In your evll and nefarious way.
NYAH-HAH-HAH.
<<evil grin="">></evil>
-
This subject often comes up in Q&A, both by people wanting to hire using this method, or sell their services with this method. All of your arguments here would make for a good YouMoz post if someone was interested in giving it a comprehensive treatment.
-
** just because previous providers haven't delivered,...**
I know a few people would say the problem is a lack of vetting.
-
I agree with EGOL. I would decline a "pay for performance" model because too much is out of my control: client cooperation, algo updates, new competitors.
Performance and accountability are important. Who could argue with that?
But just because previous providers haven't delivered, it doesn't necessarily follow that shifting to a pay for performance model is the way to go. This often degenerates into the futile pursuit of phoney metrics, eg. ranking for non-competitive terms, social media shares, etc...
You need to find a provider you trust with a track record of delivering results. Limiting yourself to those who will accept pay for performance compensation may limit your search -- and your bottom line results.
-
Are you willing to turn over your entire site to the "SEO provider"?
That is a good idea. If I am going to do SEO on the basis of performance I will start my own website and sell the leads or dump the shopping cart to the highest bidder. Then I get paid for everything that I kill and can move the business to Company B if Company A does not perform. I would also then have complete view of the activity on the site and the transactions that occur there.
Just like being an affiliate or having a drop shipper - which I currently do.
-
Some seo's have been offering this type of billing, on results only, for quite a long time now.

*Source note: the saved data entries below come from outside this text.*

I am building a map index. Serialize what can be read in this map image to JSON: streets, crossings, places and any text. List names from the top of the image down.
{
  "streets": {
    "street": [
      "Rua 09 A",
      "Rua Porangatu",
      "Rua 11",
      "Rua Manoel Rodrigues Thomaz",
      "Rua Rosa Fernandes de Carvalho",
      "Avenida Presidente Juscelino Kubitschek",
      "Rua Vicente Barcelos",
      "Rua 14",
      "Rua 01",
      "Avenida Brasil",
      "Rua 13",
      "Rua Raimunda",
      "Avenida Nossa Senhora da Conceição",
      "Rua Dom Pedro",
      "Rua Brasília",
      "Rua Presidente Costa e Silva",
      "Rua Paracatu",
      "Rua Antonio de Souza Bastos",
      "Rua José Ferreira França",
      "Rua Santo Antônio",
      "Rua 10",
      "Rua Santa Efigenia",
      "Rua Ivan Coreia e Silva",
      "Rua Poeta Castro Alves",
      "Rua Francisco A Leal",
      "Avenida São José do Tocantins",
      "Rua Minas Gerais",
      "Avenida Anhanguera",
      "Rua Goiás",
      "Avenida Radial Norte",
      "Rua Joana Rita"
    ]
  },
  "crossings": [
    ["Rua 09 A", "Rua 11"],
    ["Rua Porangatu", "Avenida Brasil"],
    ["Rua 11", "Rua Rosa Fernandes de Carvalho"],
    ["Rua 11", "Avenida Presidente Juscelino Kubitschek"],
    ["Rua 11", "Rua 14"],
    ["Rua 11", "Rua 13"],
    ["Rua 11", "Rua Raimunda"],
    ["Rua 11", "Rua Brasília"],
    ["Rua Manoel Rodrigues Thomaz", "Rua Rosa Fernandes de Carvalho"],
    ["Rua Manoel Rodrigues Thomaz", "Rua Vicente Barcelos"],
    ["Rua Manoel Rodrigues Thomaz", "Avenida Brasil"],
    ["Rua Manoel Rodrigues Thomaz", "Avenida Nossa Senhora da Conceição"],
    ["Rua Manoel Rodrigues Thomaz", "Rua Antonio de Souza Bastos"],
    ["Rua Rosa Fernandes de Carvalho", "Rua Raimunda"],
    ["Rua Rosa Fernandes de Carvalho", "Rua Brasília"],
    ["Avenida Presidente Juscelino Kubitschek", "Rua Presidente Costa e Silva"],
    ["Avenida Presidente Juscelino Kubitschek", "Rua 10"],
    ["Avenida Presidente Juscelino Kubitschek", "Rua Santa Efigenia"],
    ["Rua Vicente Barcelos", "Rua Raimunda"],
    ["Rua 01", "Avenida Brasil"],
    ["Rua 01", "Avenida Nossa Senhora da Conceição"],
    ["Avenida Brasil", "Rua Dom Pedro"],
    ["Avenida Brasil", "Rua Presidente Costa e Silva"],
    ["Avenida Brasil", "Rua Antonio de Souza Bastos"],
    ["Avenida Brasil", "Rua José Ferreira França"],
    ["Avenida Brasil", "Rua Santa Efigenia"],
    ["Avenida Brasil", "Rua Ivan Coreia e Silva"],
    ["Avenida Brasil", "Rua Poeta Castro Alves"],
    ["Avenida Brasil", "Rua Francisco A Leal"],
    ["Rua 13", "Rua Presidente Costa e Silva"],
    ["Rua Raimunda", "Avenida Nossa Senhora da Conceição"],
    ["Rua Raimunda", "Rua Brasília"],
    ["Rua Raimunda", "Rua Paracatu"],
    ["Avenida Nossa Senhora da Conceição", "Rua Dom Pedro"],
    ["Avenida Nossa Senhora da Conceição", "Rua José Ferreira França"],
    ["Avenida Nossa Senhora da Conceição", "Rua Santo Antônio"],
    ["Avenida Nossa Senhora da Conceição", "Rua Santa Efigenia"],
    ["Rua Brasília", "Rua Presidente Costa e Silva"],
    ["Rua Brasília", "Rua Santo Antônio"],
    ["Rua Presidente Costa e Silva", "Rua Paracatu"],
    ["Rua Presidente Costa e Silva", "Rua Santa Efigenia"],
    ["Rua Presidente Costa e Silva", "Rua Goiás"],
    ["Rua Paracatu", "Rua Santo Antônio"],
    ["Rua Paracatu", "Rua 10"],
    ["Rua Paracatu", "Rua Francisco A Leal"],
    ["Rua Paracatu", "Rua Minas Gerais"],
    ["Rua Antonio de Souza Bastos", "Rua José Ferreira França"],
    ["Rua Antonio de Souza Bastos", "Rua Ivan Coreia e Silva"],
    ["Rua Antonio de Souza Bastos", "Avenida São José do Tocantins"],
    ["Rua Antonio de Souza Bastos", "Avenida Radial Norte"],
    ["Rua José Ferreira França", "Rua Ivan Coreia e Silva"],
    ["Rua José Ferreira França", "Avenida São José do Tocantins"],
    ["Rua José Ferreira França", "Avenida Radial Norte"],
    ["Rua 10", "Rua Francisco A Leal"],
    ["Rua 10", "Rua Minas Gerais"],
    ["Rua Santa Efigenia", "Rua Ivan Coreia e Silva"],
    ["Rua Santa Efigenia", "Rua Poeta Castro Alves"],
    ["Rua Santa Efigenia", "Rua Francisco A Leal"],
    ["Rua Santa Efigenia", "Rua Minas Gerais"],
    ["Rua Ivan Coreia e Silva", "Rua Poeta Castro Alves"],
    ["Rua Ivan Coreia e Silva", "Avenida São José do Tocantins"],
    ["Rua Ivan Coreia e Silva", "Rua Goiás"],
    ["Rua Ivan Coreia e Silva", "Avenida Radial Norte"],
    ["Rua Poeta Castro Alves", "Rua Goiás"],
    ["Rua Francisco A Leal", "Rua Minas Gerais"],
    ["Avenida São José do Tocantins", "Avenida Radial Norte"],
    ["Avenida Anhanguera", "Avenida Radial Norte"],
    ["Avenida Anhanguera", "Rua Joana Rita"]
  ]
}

I can see the attraction, although i would never offer it myself, especially since the consequence of a good contemporary seo program extend far beyond ranking results. For example an SEO's efforts sorting out all the social media profiles for the SEO benefit and advice or work on the ongoing social profile management would likely result in more reach, engagement and hence traffic and hopefully sales and increased brand awareness and reputation etc etc. Hence client would likely be receiving high value results from social immediately but not paying anything for it. So i wouldnt be happy working like that.
I would ask what defines a result that justifies billing ?
Is it simply a ranking result for keywords they choose (in which case be very wary since they may not convert) OR keywords you choose based on research OR is it conversions from organic search result to your website OR is it an actual sale tracked back to organic search (& arguably social too if they are doing a holistic 'Inbound' package).
If its the latter and the CPA (Cost Per Acquisition) they propose/you negotiate leaves you with a profit then worth considering.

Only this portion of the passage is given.